Input material START
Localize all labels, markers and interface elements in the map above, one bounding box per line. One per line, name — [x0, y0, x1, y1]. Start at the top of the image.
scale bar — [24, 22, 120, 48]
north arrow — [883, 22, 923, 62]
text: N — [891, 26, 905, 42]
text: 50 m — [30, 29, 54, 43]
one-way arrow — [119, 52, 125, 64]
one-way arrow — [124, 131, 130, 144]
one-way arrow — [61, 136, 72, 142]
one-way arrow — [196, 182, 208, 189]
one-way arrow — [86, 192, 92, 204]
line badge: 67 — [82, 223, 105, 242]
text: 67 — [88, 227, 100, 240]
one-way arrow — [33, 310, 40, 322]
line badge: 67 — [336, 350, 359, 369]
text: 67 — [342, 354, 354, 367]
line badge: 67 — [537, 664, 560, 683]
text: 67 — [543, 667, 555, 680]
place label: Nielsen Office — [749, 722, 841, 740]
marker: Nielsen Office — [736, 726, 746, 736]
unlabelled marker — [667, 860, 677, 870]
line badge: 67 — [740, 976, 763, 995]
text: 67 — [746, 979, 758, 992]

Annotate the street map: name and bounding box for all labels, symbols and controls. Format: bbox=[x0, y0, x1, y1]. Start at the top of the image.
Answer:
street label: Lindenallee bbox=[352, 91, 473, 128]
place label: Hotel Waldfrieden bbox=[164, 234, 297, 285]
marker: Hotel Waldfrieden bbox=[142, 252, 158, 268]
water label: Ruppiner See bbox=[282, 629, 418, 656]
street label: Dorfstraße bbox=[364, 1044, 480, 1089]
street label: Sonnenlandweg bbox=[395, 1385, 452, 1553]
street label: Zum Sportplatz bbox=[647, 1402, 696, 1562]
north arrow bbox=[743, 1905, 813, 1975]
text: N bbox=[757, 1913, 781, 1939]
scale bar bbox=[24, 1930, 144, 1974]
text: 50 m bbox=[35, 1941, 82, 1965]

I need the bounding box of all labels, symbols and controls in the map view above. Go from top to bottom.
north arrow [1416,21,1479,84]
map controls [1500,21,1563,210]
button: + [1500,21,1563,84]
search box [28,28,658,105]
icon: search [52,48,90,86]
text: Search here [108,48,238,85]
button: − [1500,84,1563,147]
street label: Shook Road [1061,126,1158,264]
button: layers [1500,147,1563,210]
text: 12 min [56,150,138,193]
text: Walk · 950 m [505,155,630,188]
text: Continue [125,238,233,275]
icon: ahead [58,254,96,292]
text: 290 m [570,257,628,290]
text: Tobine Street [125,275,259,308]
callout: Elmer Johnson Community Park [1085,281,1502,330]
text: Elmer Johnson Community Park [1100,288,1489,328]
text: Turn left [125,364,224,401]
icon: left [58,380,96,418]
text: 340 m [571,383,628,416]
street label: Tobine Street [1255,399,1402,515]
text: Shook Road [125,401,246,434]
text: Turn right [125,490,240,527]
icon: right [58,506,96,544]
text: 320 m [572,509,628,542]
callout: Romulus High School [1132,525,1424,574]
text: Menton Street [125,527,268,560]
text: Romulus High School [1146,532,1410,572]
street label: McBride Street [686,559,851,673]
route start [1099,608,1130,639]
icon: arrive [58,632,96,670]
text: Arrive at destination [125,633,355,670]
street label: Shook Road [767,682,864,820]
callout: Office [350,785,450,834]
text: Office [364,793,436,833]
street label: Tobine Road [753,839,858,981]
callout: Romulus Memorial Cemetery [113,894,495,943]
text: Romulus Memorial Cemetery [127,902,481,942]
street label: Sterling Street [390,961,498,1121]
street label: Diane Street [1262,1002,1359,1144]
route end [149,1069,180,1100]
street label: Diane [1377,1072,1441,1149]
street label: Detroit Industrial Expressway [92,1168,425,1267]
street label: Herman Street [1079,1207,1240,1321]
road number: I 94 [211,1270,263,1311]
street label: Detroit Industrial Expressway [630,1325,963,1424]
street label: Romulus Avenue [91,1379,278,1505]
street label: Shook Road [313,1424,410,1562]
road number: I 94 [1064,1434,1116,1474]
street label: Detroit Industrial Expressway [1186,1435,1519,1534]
Input material END
> Exercise directions
Copy every record precisely, omitting nothing.

> Task response
Localize all labels, markers and interface elements in the map above, one bounding box per line. One per line, name — [x0, y0, x1, y1]. Start at the top of the image.
scale bar — [24, 22, 120, 48]
north arrow — [883, 22, 923, 62]
text: N — [891, 26, 905, 42]
text: 50 m — [30, 29, 54, 43]
one-way arrow — [119, 52, 125, 64]
one-way arrow — [124, 131, 130, 144]
one-way arrow — [61, 136, 72, 142]
one-way arrow — [196, 182, 208, 189]
one-way arrow — [86, 192, 92, 204]
line badge: 67 — [82, 223, 105, 242]
text: 67 — [88, 227, 100, 240]
one-way arrow — [33, 310, 40, 322]
line badge: 67 — [336, 350, 359, 369]
text: 67 — [342, 354, 354, 367]
line badge: 67 — [537, 664, 560, 683]
text: 67 — [543, 667, 555, 680]
place label: Nielsen Office — [749, 722, 841, 740]
marker: Nielsen Office — [736, 726, 746, 736]
unlabelled marker — [667, 860, 677, 870]
line badge: 67 — [740, 976, 763, 995]
text: 67 — [746, 979, 758, 992]

Annotate the street map: name and bounding box for all labels, symbols and controls. Format: bbox=[x0, y0, x1, y1]. Start at the top of the image.
Answer:
street label: Lindenallee bbox=[352, 91, 473, 128]
place label: Hotel Waldfrieden bbox=[164, 234, 297, 285]
marker: Hotel Waldfrieden bbox=[142, 252, 158, 268]
water label: Ruppiner See bbox=[282, 629, 418, 656]
street label: Dorfstraße bbox=[364, 1044, 480, 1089]
street label: Sonnenlandweg bbox=[395, 1385, 452, 1553]
street label: Zum Sportplatz bbox=[647, 1402, 696, 1562]
north arrow bbox=[743, 1905, 813, 1975]
text: N bbox=[757, 1913, 781, 1939]
scale bar bbox=[24, 1930, 144, 1974]
text: 50 m bbox=[35, 1941, 82, 1965]

I need the bounding box of all labels, symbols and controls in the map view above. Go from top to bottom.
north arrow [1416,21,1479,84]
map controls [1500,21,1563,210]
button: + [1500,21,1563,84]
search box [28,28,658,105]
icon: search [52,48,90,86]
text: Search here [108,48,238,85]
button: − [1500,84,1563,147]
street label: Shook Road [1061,126,1158,264]
button: layers [1500,147,1563,210]
text: 12 min [56,150,138,193]
text: Walk · 950 m [505,155,630,188]
text: Continue [125,238,233,275]
icon: ahead [58,254,96,292]
text: 290 m [570,257,628,290]
text: Tobine Street [125,275,259,308]
callout: Elmer Johnson Community Park [1085,281,1502,330]
text: Elmer Johnson Community Park [1100,288,1489,328]
text: Turn left [125,364,224,401]
icon: left [58,380,96,418]
text: 340 m [571,383,628,416]
street label: Tobine Street [1255,399,1402,515]
text: Shook Road [125,401,246,434]
text: Turn right [125,490,240,527]
icon: right [58,506,96,544]
text: 320 m [572,509,628,542]
callout: Romulus High School [1132,525,1424,574]
text: Menton Street [125,527,268,560]
text: Romulus High School [1146,532,1410,572]
street label: McBride Street [686,559,851,673]
route start [1099,608,1130,639]
icon: arrive [58,632,96,670]
text: Arrive at destination [125,633,355,670]
street label: Shook Road [767,682,864,820]
callout: Office [350,785,450,834]
text: Office [364,793,436,833]
street label: Tobine Road [753,839,858,981]
callout: Romulus Memorial Cemetery [113,894,495,943]
text: Romulus Memorial Cemetery [127,902,481,942]
street label: Sterling Street [390,961,498,1121]
street label: Diane Street [1262,1002,1359,1144]
route end [149,1069,180,1100]
street label: Diane [1377,1072,1441,1149]
street label: Detroit Industrial Expressway [92,1168,425,1267]
street label: Herman Street [1079,1207,1240,1321]
road number: I 94 [211,1270,263,1311]
street label: Detroit Industrial Expressway [630,1325,963,1424]
street label: Romulus Avenue [91,1379,278,1505]
street label: Shook Road [313,1424,410,1562]
road number: I 94 [1064,1434,1116,1474]
street label: Detroit Industrial Expressway [1186,1435,1519,1534]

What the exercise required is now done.